Joyi, a former IBF and IBO strawweight champion, had been handed a seemingly easy ride back to international title prominence against the Filipino who had lost 13 of his previous 30 fights during a spotty career.

Loreto, a journeyman boxer, was rated no higher than 30th by the IBO before Saturday's fight, with Joyi having been positioned as the number two contender.

But an apparently complacent Joyi was in trouble as early as the second round in the fight between two contrasting southpaws. Joyi seemed as though he had been hurt after a flurry of blows from Loreto at the end of the stanza.

Loreto then continued where he had left off in the third round, and dumped Joyi to the canvas in what could mark the end of his quest to regain a major boxing title.

The Joyi-Loreto fight was on the undercard of South African Rodney Berman's Golden Gloves Promotion in Monaco, which featured in the main bout unbeaten WBA and IBO middleweight champion Gennady Golovkin against American-based Ghanaian Osumanu Adama.

Kazakhstan-born Golovkin won his 29th bout in a row in an unblemished career and battered a gallant, but outclassed opponent to a seventh-round TKO defeat to further enhance a growing reputation.

Golovkin had won his last 15 fights via the knock-out route and Adama was on the canvas as early as the first round, going down again in the sixth and seventh rounds before the referee declared he had suffered enough punishment.
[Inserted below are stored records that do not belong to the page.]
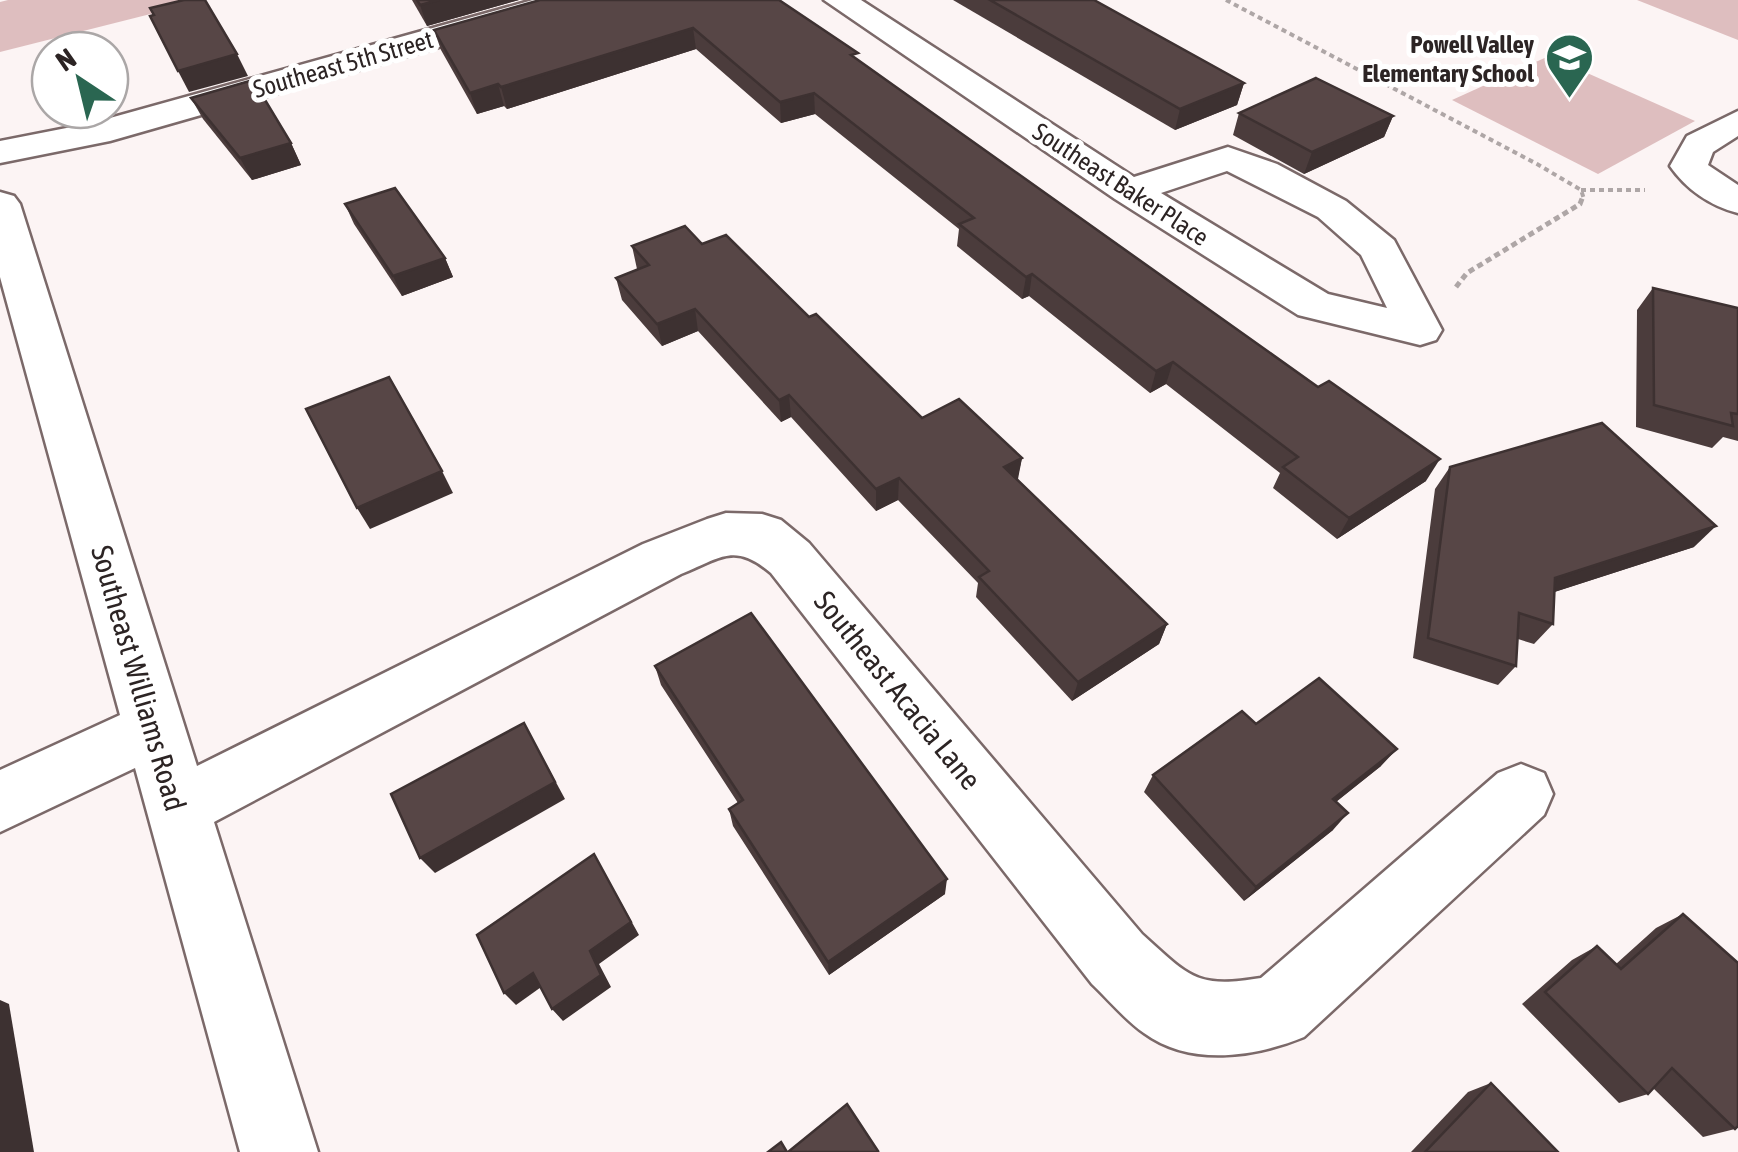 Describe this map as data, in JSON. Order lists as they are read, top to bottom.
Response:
{
  "streets": {
    "street": [
      "Southeast 5th Street",
      "Southeast Baker Place",
      "Southeast Williams Road",
      "Southeast Acacia Lane"
    ]
  },
  "crossings": [
    ["Southeast Williams Road", "Southeast Acacia Lane"]
  ],
  "places": {
    "school or university": ["Powell Valley Elementary School"]
  },
  "north": "top left"
} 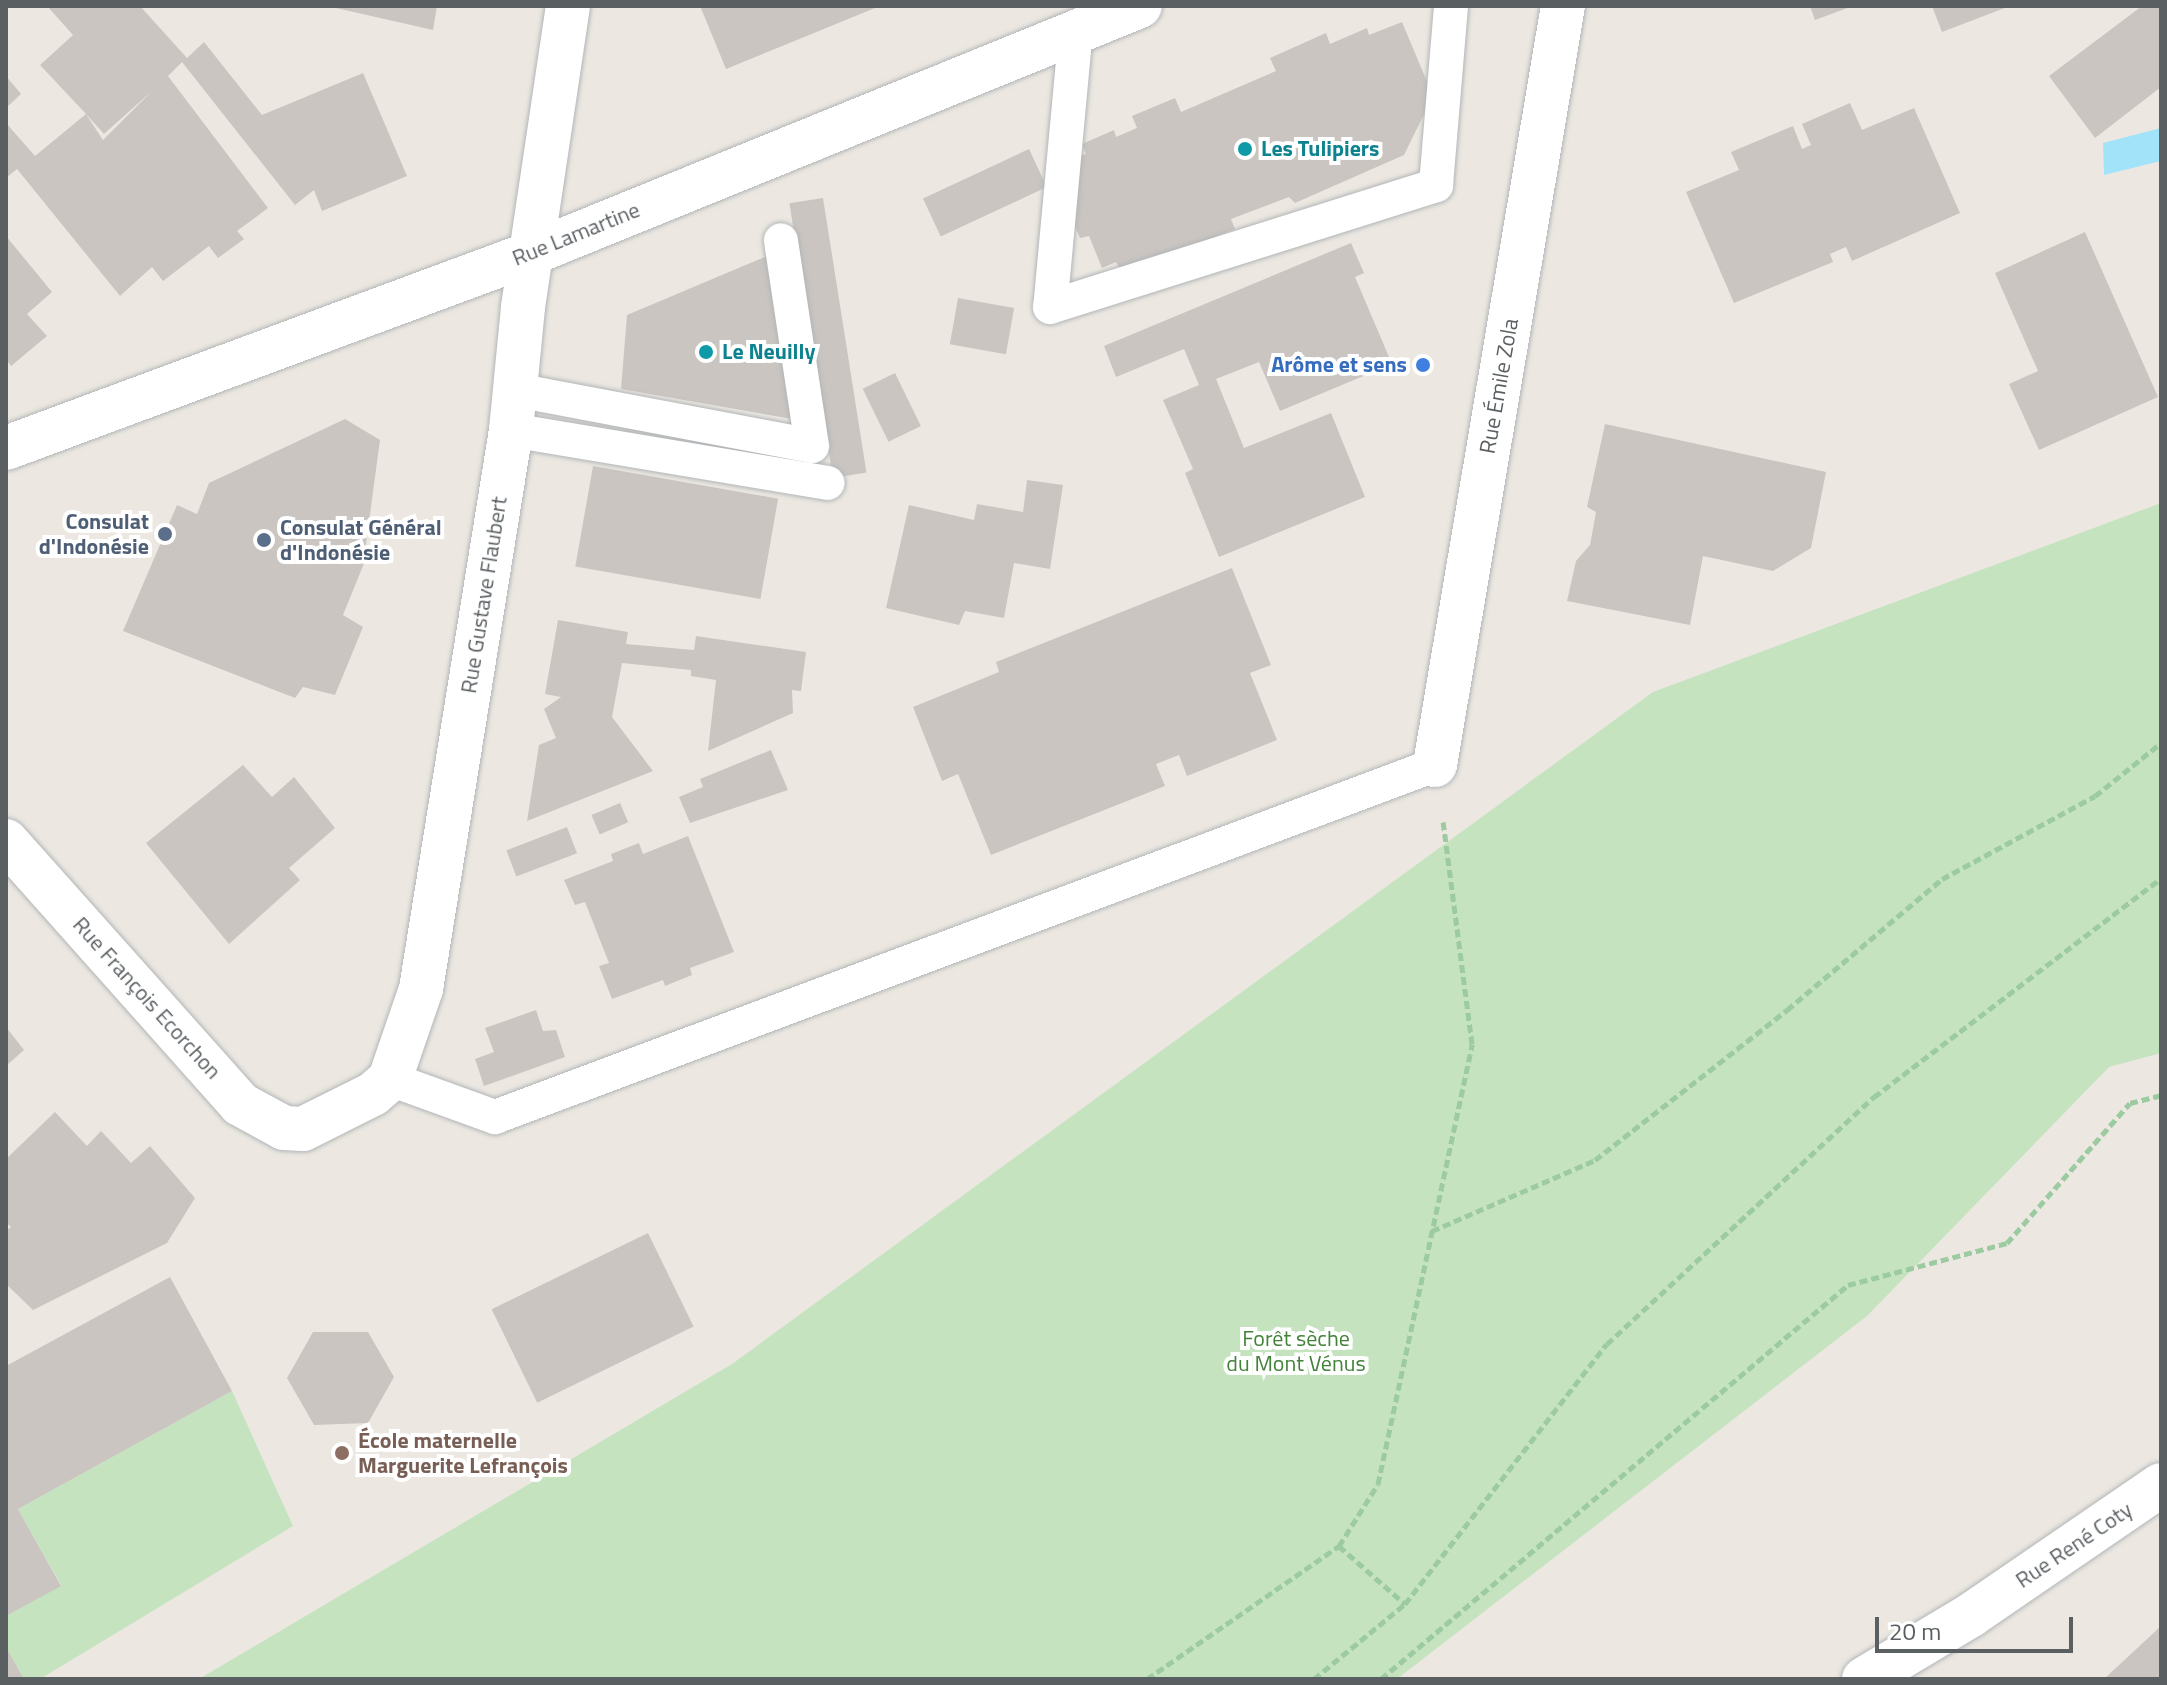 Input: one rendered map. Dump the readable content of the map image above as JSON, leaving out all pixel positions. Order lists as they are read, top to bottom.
{
  "streets": {
    "street": [
      "Rue Lamartine",
      "Rue Émile Zola",
      "Rue Gustave Flaubert",
      "Rue François Ecorchon",
      "Rue René Coty"
    ]
  },
  "crossings": [
    ["Rue Lamartine", "Rue Gustave Flaubert"],
    ["Rue Gustave Flaubert", "Rue François Ecorchon"]
  ],
  "parks": ["Forêt sèche du Mont Vénus"],
  "places": [
    "Les Tulipiers",
    "Le Neuilly",
    "Arôme et sens",
    "Consulat d'Indonésie",
    "Consulat Général d'Indonésie",
    "École maternelle Marguerite Lefrançois"
  ],
  "scale_bar": "20 m"
} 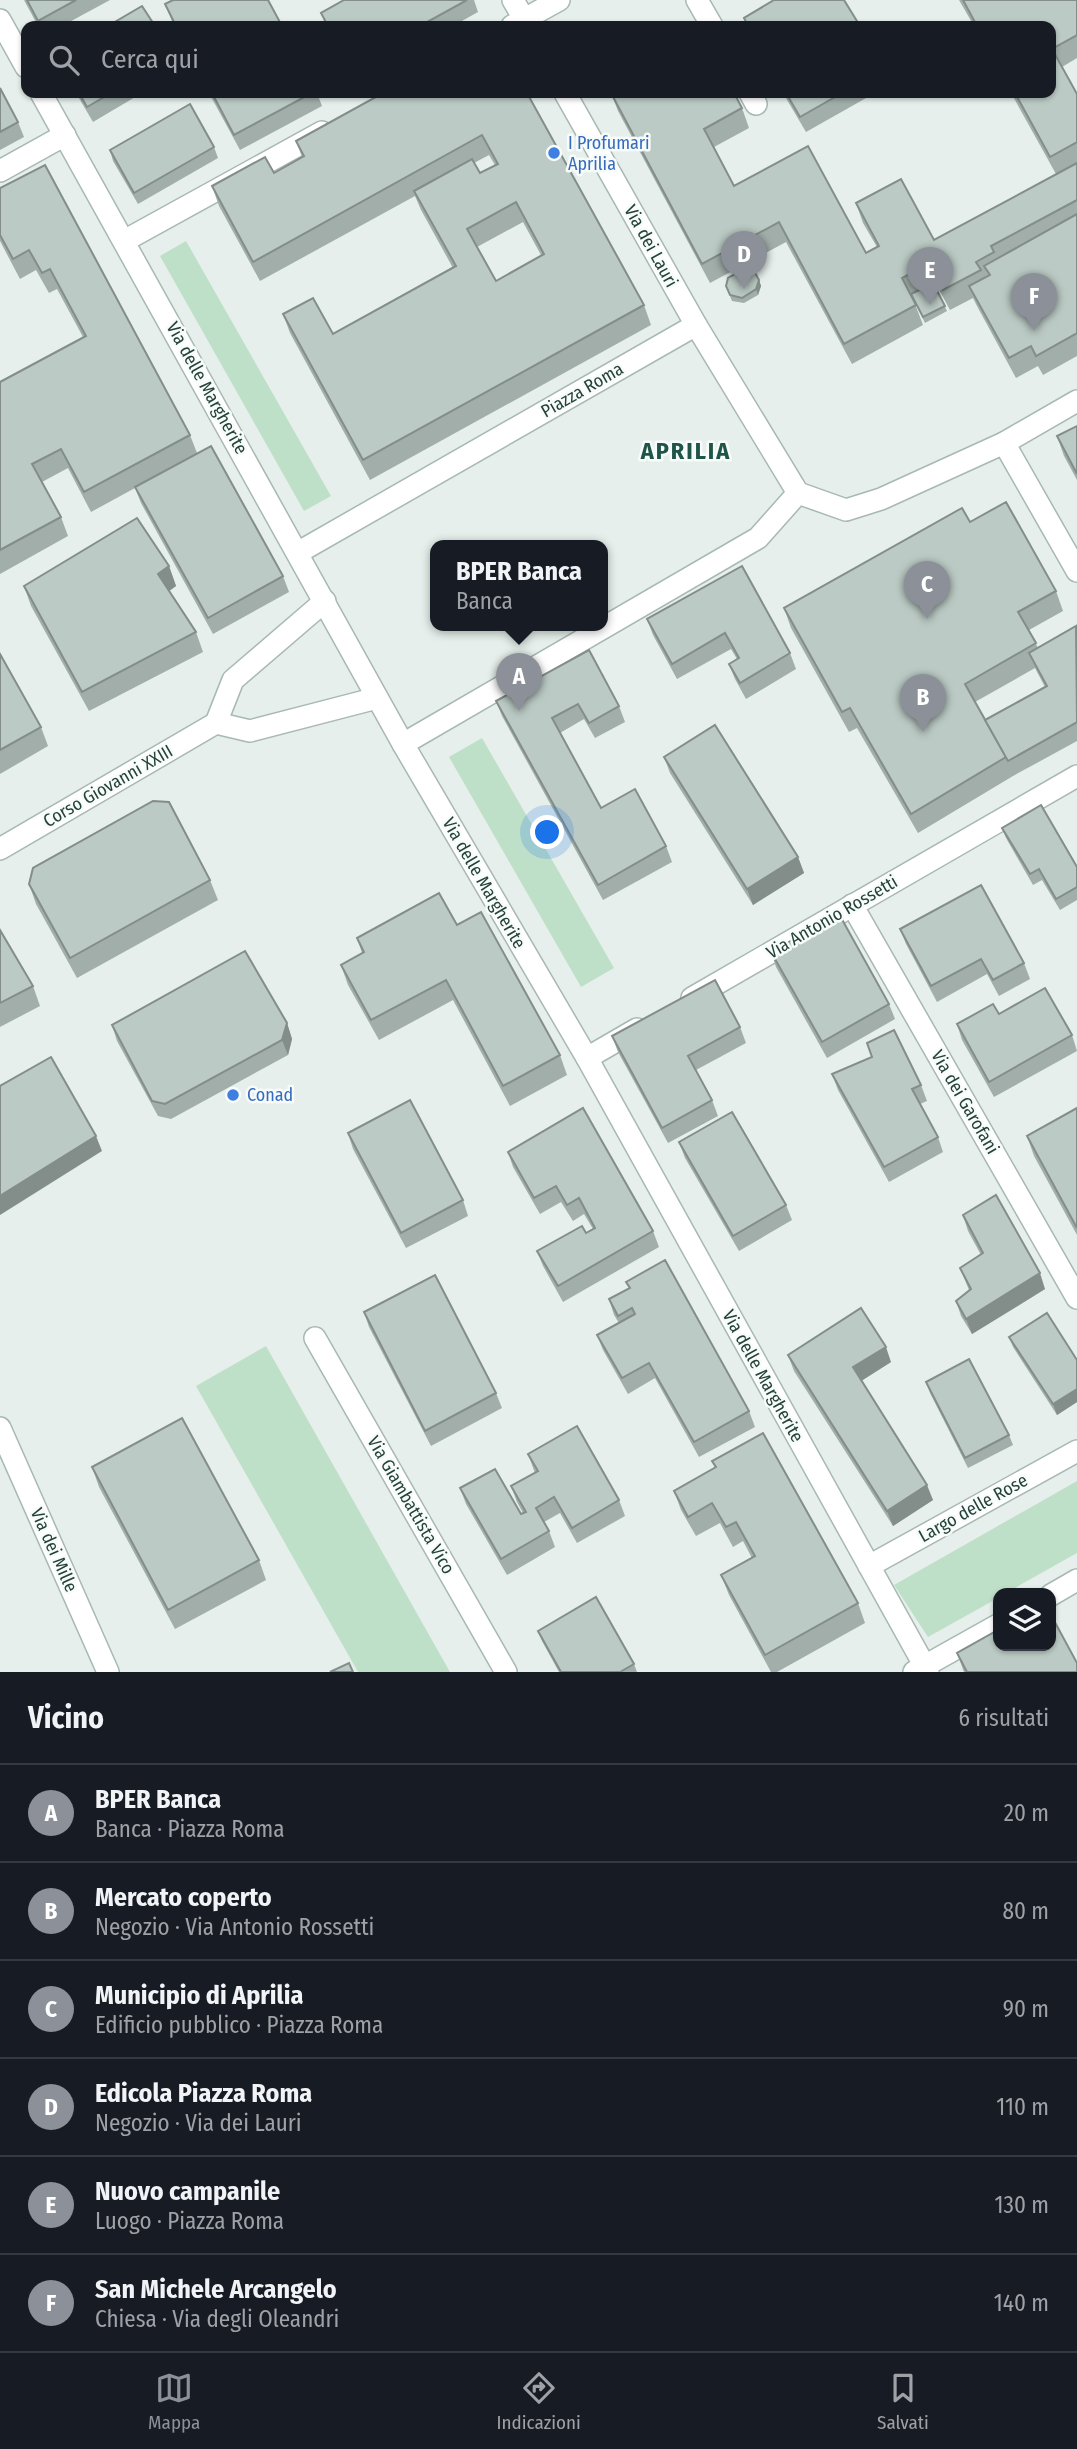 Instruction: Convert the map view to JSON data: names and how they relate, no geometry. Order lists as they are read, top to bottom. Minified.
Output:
{"streets":{"street":["Via dei Lauri","Via delle Margherite","Piazza Roma","Corso Giovanni XXIII","Via Antonio Rossetti","Via dei Garofani","Via Giambattista Vico","Largo delle Rose","Via dei Mille"]},"crossings":[["Via dei Lauri","Piazza Roma"],["Via delle Margherite","Piazza Roma"],["Via delle Margherite","Via Antonio Rossetti"],["Via delle Margherite","Largo delle Rose"],["Via Antonio Rossetti","Via dei Garofani"]],"districts":["APRILIA"],"places":["I Profumari Aprilia","Conad"],"page":{"search":"Cerca qui","pins":["D","E","F","C","A","B"],"popup":["BPER Banca","Banca"],"heading":["Vicino","6 risultati"],"list":[{"mark":"A","name":"BPER Banca","note":"Banca · Piazza Roma","value":"20 m"},{"mark":"B","name":"Mercato coperto","note":"Negozio · Via Antonio Rossetti","value":"80 m"},{"mark":"C","name":"Municipio di Aprilia","note":"Edificio pubblico · Piazza Roma","value":"90 m"},{"mark":"D","name":"Edicola Piazza Roma","note":"Negozio · Via dei Lauri","value":"110 m"},{"mark":"E","name":"Nuovo campanile","note":"Luogo · Piazza Roma","value":"130 m"},{"mark":"F","name":"San Michele Arcangelo","note":"Chiesa · Via degli Oleandri","value":"140 m"}],"nav":["Mappa","Indicazioni","Salvati"]}}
Also on the programme, the DRC's explosive, South African-based cruiserweight, Junior Makabu, knocked out 39 year-old Argentinian veteran Ruben Angel Mino, who was unbeaten in 20 fights, but had never come up against anyone of Makabu's power punching in his low-key career.

The immobile Mino looked as though he did not belong in the same ring as the bruising Makabu in a glaring mismatch.

Joyi's objective was to get back into the forefront as a junior flyweight similar to that he enjoyed as a strawweight when he was widely considered number two in the world in the division.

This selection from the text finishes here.